The process for the proposed 2017-18 budget for Garden City Public Schools rolled on at the Tuesday, Feb. 28 meeting where the board of education reviewed the administrative and capital components of this review and discussion. The recommendations for the proposed budget is $112,322,129, an increase of $1,494,682 or 1.35 percent from last year. New York state requires that the overall sum be divided into thirds—administrative, programming and capital. The largest chunk of funding goes to programming ($83,343,353), followed by capital ($16,290,694) and administrative costs ($12,688,079). Part of what makes the process so difficult for the board to maintain a balance between education, revenue and expenditures is not knowing what kind of new initiatives for significant mandate relief might be part of Governor Andrew Cuomo’s state budget proposal.
“State aid is the next largest contributor to revenue but the overwhelming percentage of our budget comes from the taxpayers of our community. We don’t know yet the 2017-18 state aid figures the governor proposed. He gave us one figure in January and we used it for our calculations here,” Superintendent Dr. Robert Feirsen explained. “[In the past], that figure has changed and what happens now is that it’s in the hands of the legislature. There will be hearings, discussions. By law, the state has to produce the budget by April 1. The past few years that the state has done that, we’d know approximately by April 2 what we’ll get. But we don’t know yet and while the legislature has given more funding than the governor originally proposed, we don’t know what the extent of that funding should be. You should know that the governor’s current proposal in terms of Foundation Aid, which is the single largest grant that we get for operating expenses, is an increase of about $37,000. Which in a $112 million proposed budget, is not even material.”
With no consideration given to cost-of-living on Long Island and a number of mandates going unfunded by the state that include carbon monoxide detectors, lead remediation and computer-based testing, the district has been enacting a number of cost-saving measures. Among them are the expansion of cooperative bids and participation in consortia, optimizing high efficiency high school auditorium lighting and implementation of labor contracts with reduced levels of increases.
The proposed administrative budget ($12,688,079) covers the board of education, central administration, school community relations, plant operation and maintenance, central data processing and special items (insurance and BOCES). Among the major 2016-17 plant operation and maintenance initiatives completed district-wide were the installation of security cameras, new front door mattings in all buildings and water fountains, the purchase of small gas generators for the PA systems, compliance with all lead testing and reporting requirements, and the in-progress installation of classroom fans and a building clock replacement project.
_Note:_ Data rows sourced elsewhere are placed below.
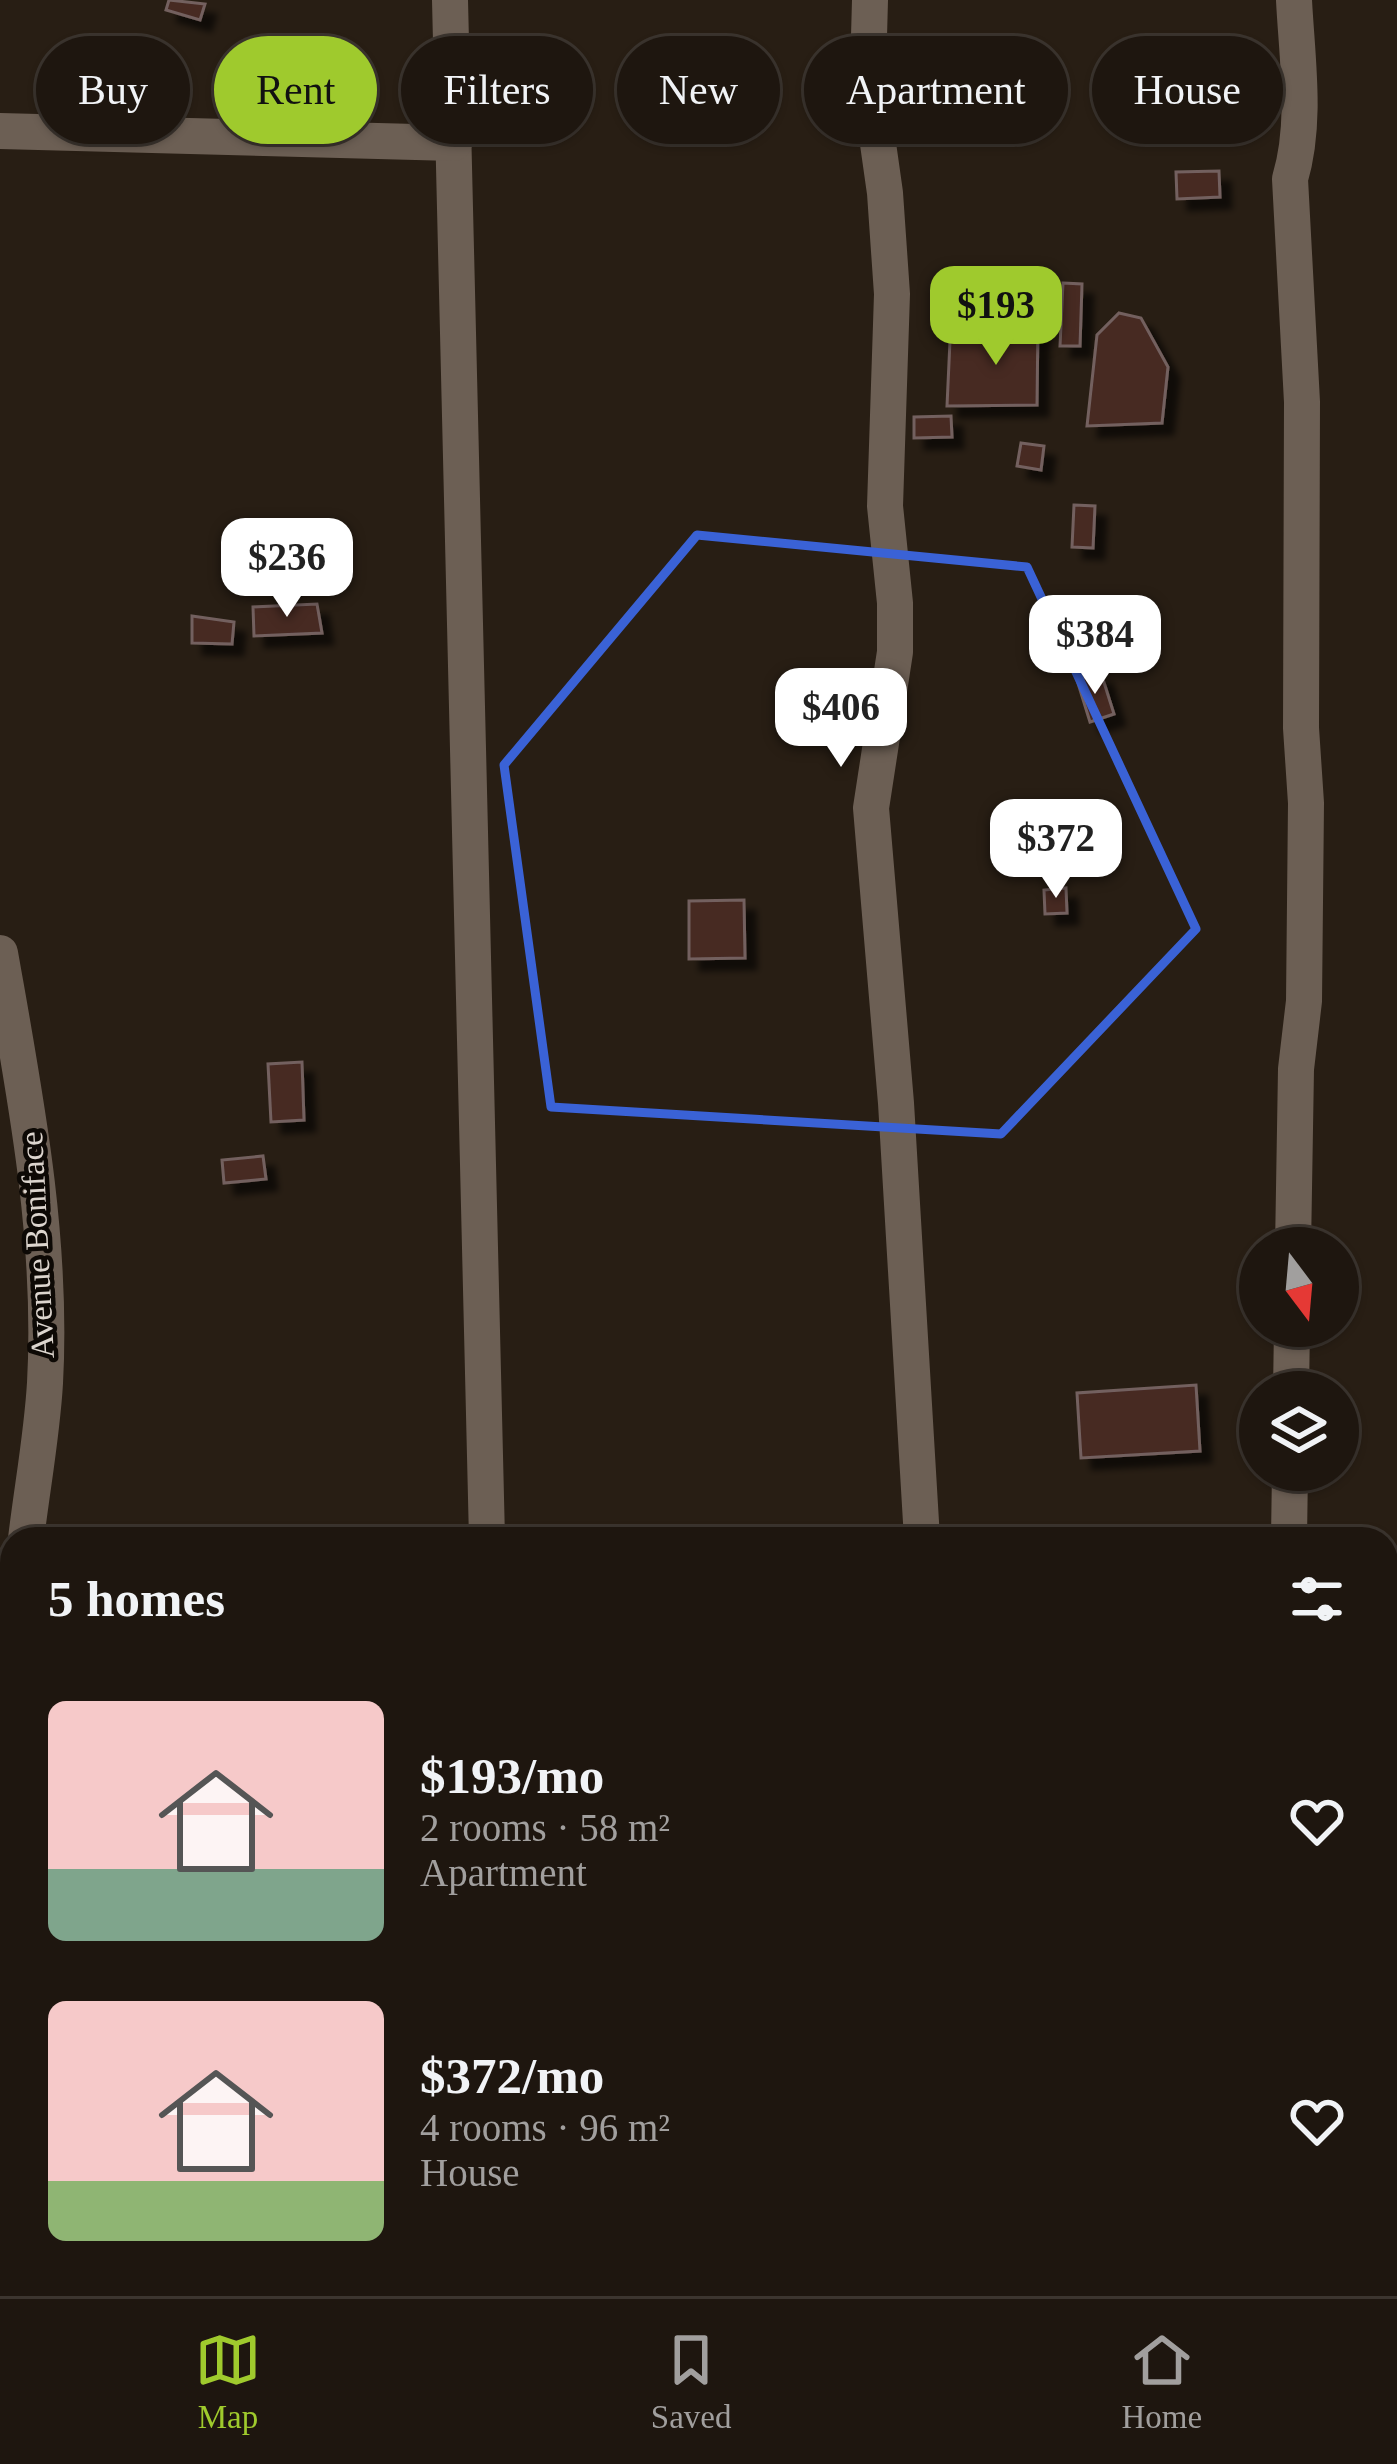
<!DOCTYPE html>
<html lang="en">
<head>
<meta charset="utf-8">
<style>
  :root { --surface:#1e160f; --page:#2b231d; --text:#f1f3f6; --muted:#a19f9e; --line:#3c352f; --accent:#9fca2d }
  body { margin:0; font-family:"Times New Roman",serif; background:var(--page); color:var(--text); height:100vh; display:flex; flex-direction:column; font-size:45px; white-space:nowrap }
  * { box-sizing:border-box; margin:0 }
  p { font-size:39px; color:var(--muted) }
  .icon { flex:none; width:66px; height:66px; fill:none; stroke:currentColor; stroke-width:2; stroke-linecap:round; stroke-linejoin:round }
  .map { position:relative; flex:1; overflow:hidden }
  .drawer { position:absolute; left:0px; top:1527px; width:1398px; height:771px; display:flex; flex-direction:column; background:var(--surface); border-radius:36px 36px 0 0; box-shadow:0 3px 9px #0004,0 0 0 3px var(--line) }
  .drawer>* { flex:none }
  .guide { position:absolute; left:36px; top:36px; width:1326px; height:108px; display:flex; gap:24px }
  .needle { width:78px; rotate:164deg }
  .tools { position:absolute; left:1239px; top:1227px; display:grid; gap:24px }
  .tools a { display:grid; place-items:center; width:120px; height:120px; border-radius:50%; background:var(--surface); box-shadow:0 3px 9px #0004,0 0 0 3px var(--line); font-size:60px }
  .price { position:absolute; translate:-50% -102px; padding:0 27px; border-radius:24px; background:#fff; color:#222; font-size:39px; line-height:78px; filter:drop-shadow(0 3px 6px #0008) }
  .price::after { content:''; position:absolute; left:50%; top:72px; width:36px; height:27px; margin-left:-18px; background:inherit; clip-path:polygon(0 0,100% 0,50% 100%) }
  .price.on { background:var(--accent); color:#111 }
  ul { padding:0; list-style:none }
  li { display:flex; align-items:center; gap:36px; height:300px; padding:0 48px }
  li span { display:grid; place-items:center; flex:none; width:336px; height:240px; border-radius:18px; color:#555 }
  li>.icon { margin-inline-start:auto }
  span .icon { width:144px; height:144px; fill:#fffc; stroke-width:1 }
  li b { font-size:51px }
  h2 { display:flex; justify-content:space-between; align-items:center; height:144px; padding:0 48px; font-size:51px }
  .pill { padding:0 42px; border-radius:54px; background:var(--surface); box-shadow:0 3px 9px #0004,0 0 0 3px var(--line); font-size:42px; line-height:108px }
  .pill.on { background:var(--accent); color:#111 }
  .menu { display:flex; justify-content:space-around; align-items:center; height:168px; border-top:3px solid var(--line); background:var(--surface); font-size:33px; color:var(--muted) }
  .menu a { display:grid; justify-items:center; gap:6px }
  .menu .on { color:var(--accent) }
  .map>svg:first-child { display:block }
</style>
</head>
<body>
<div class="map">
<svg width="1397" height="2296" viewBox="0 0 1397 2296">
  <defs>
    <filter id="shadow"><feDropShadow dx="11" dy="11" stdDeviation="3" flood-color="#0009"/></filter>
  </defs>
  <rect width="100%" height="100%" fill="#281e14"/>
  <g fill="#462924" stroke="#73615e" stroke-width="3" filter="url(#shadow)">
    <path d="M 169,0 L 205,4 L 200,20 L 166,10 Z"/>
    <path d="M 1219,171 L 1220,197 L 1177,199 L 1176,172 Z"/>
    <path d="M 1063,283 L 1082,284 L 1080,346 L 1060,346 Z"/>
    <path d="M 1119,313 L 1141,318 L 1168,367 L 1162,423 L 1087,426 L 1097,335 Z"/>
    <path d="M 1003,319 L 1038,320 L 1037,405 L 947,406 L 950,341 L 1006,338 Z"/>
    <path d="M 951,416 L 952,437 L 914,438 L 914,417 Z"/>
    <path d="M 1021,443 L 1044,446 L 1041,470 L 1017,466 Z"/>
    <path d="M 1074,505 L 1095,506 L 1093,548 L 1072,547 Z"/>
    <path d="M 317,604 L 322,633 L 254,636 L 253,607 Z"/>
    <path d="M 192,616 L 234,622 L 232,644 L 192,643 Z"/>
    <path d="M 1101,673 L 1114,714 L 1090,722 L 1077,680 Z"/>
    <path d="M 1066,888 L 1067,913 L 1045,914 L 1044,890 Z"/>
    <path d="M 744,900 L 745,958 L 689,959 L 689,901 Z"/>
    <path d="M 302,1062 L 304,1120 L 271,1122 L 268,1064 Z"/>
    <path d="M 263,1156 L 266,1179 L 224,1183 L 222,1160 Z"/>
    <path d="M 1196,1385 L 1200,1451 L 1081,1458 L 1077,1393 Z"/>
  </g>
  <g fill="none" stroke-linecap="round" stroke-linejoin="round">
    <g stroke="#6c5f54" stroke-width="36">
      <path d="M 450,0 L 487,1539"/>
      <path d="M 870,0 L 868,73 L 885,193 L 892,294 L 885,506 L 895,603 L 895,652 L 871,808 L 896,1103 L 922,1539"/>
      <path d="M 0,131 L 454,143"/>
      <path d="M 0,953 C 25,1095 53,1238 45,1383 C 42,1435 32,1488 26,1539"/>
      <path d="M 1293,1248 L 1296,1069 L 1304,1001 L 1306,803 L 1301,728 L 1302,402 L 1290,179 C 1307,122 1297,59 1294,0"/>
      <path d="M 1291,1392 L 1292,1326"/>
      <path d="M 1289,1539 L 1290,1470"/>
      <path d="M 0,1847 L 12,1673"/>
      <path d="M 0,1870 L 12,1971"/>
      <path d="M 62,2286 L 62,2296"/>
      <path d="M 508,2286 L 508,2296"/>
      <path d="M 950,2286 L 950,2296"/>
      <path d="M 1278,2296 L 1279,2286"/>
    </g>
  </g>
  <path fill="none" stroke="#3a62d6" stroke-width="9" stroke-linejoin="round" d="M 697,535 L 1027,567 L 1196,929 L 1001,1134 L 551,1107 L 504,765 Z"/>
  <g text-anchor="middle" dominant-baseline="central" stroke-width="9" stroke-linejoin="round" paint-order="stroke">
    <g font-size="33" fill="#dcd5ce" stroke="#0d0905">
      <text transform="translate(37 1245) rotate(-93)">Avenue Boniface</text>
    </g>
  </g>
</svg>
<div class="tools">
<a><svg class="needle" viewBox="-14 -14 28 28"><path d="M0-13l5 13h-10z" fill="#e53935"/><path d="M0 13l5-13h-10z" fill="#a19f9e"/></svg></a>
<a><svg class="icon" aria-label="layers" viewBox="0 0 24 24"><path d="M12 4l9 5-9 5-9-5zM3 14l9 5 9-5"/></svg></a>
</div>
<b class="price on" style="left:996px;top:368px">$193</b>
<b class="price" style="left:287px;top:620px">$236</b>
<b class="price" style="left:1095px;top:697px">$384</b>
<b class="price" style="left:841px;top:770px">$406</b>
<b class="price" style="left:1056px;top:901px">$372</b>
<div class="guide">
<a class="pill">Buy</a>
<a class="pill on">Rent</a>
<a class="pill">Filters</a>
<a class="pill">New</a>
<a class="pill">Apartment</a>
<a class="pill">House</a>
</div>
<section class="drawer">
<h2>5 homes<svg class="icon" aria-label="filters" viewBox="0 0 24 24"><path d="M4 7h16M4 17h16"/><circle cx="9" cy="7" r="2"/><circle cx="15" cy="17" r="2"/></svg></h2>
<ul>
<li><span style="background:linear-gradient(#f6c9c9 70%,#7fa58c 0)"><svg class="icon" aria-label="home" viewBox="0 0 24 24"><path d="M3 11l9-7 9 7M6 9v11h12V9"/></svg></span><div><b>$193/mo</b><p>2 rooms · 58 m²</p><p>Apartment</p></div><svg class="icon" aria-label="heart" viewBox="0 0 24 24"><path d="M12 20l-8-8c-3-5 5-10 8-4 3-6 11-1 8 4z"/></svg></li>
<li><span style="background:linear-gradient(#f6c9c9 75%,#8fb573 0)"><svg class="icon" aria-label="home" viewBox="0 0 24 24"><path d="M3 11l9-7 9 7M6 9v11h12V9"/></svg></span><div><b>$372/mo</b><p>4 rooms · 96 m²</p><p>House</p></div><svg class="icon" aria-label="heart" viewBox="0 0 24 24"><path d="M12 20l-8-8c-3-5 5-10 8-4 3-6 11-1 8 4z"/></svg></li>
</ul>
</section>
</div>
<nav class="menu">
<a class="on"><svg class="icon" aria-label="map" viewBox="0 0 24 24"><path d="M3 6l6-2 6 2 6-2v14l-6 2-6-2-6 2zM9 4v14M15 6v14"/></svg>Map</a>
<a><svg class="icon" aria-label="saved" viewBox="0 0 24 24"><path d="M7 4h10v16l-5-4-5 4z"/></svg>Saved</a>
<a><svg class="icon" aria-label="home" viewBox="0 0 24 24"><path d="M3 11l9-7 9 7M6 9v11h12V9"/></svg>Home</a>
</nav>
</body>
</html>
The proposed capital budget ($16,290,654) has money earmarked for a number of district-wide projects. On the elementary school level, classroom radiator covers are being replaced and new library shelving is being installed in Locust, while Stewart is in line to get floor and ceiling tiles replaced in several classrooms. Meanwhile, Stratford will have cafeteria cabinets replaced and new roller shades installed in all the classrooms. The middle school is slated to get air conditioning for the library, the electronic music lab will be renovated and the auditorium will be painted and its stage will be refinished.
Garden City High School will replace the library carpet, bathroom partitions in the locker rooms and the scoreboard in the main gym, soccer and lacrosse field. New tennis court fencing will be installed and a pole vault system will be purchased for the turf field.
Overall, the 2017-18 proposed school district budget will maintain the continuum of special education services and opportunities for diverse learners, comply with the tax levy cap, include funds for security upgrades, continue to provide resources for technology upgrades and continue to prepare students for the rigors of college and the demands of citizenship.
The next two board of education budget work sessions will be on Tuesday, March 14, and Tuesday, March 21. Both meetings will start at 8:15 p.m.